In these cases, it should be wrapped with electrical tape to mark it as hot. The ground wires will be green and/or bare copper. The ground should be spliced with a short piece of wire and connected to each device and outlet box that has a grounding terminal. In these drawing the brass colored terminal represent the hot side of the device and the silver colored terminal represent the neutral. Ground wires and terminals are in green.
Here GFCI’s are wired to a double-pole circuit breaker with the source split to provide 120 volts to two sets of receptacles. The neutral from the source is shared by both sets. Single-location protection is provided by each receptacle.
This page contains several diagrams for 2 or more receptacle outlets in one circuit. Wiring for multiple ground fault circuit interrupters (gfci) and standard duplex receptacles are included with protected and non-protected arrangements.
This diagram illustrates the wiring for a circuit with gfci receptacles followed by an unprotected light and switch. The light switch is connected directly to the source and the load terminals on the gfci are not used.
The source hot is spliced to the red wire which is connected to the bottom terminals on the switch at the other end. The black wire is connected to the top terminal on the switch which runs power back to the fan where it is spliced to both the black and blue fan wires.
The hot source is spliced to the black, fan wire and the black wire running to the dimmer. At the other end, the black cable wire is spliced to one of the hot dimmer wires, it doesn’t matter which one. The other dimmer wire is spliced to the red wire in the switch box which is spliced to the blue, light wire at the other end.
Use this wiring when the source is at the fixture and you want to control the feed to both components with the same switch. Three-wire cable runs from the fan to the switch box and the source neutral is spliced to the white wire and to the fan neutral.
Here the source is at the fan/light and a switch loop runs to the wall switch. The source is wired directly to the fan and spliced through to the switch. With this arrangement the light is controlled with the switch and the fan is hardwired for pull-chain control.
The white wire is wrapped with black tape to identify it as hot. The black wire connects the fan to the speed controller. The red wire connects the light to the dimmer.
The hot wire to the fan in a fan/light kit will usually be black and the light wire will be blue. The white wire is usually the neutral which is always connected directly to the source neutral, either at the source or through a splice in the switch box. The white wire may also be used to carry current when necessary.
This diagram shows two switches in the same box with two separate 120 volt sources. Three-wire cable is supplying the source for both switches with the black and red wires going to the bottom switch terminals. The black wire from each light is connected to the top terminal of their respective switch.

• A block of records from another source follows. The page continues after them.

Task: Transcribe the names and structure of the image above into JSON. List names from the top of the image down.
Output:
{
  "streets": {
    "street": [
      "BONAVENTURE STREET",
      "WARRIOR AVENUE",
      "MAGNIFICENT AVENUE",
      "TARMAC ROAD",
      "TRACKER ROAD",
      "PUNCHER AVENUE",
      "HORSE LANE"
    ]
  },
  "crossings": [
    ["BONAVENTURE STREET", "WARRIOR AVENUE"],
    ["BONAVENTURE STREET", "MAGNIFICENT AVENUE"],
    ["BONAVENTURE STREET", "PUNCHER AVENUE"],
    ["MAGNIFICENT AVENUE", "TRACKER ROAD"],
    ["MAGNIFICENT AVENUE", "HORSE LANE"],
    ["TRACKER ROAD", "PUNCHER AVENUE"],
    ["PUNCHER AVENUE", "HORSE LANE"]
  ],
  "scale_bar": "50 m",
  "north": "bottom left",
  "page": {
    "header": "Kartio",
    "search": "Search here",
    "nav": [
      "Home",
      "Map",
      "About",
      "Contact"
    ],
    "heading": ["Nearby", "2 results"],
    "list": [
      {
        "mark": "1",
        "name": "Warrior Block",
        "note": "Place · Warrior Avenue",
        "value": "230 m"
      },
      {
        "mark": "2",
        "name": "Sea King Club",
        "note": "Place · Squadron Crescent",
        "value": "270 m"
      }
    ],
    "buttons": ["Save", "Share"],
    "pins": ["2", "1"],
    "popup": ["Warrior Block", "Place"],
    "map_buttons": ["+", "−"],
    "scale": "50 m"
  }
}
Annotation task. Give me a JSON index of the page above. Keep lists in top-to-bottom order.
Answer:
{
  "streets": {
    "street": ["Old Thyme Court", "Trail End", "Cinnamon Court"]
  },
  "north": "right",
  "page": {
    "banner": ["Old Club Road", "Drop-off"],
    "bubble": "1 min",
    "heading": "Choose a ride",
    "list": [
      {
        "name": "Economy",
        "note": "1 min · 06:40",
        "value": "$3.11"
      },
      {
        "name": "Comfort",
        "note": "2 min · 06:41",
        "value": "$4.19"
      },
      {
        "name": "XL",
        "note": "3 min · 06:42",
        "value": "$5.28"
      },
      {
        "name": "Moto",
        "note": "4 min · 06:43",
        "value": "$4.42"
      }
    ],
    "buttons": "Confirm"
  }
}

The white and ground wires are spliced to run to each light fixture.
This diagram illustrates wiring a GFCI receptacle and light switch in the same outlet box, a common arrangement in a bathroom with limited space. The hot source is spliced to the LINE terminal on the receptacle and to the bottom terminal on the light switch. The neutral and ground wires are spliced together and run to each device in the circuit.
In this wiring, a switch and receptacle are in the same box and the switch controls the power to the outlet. The hot wire connects to the bottom terminal on the switch and the top output goes to the receptacle hot terminal. The neutral wire from the source connects directly to the receptacle neutral.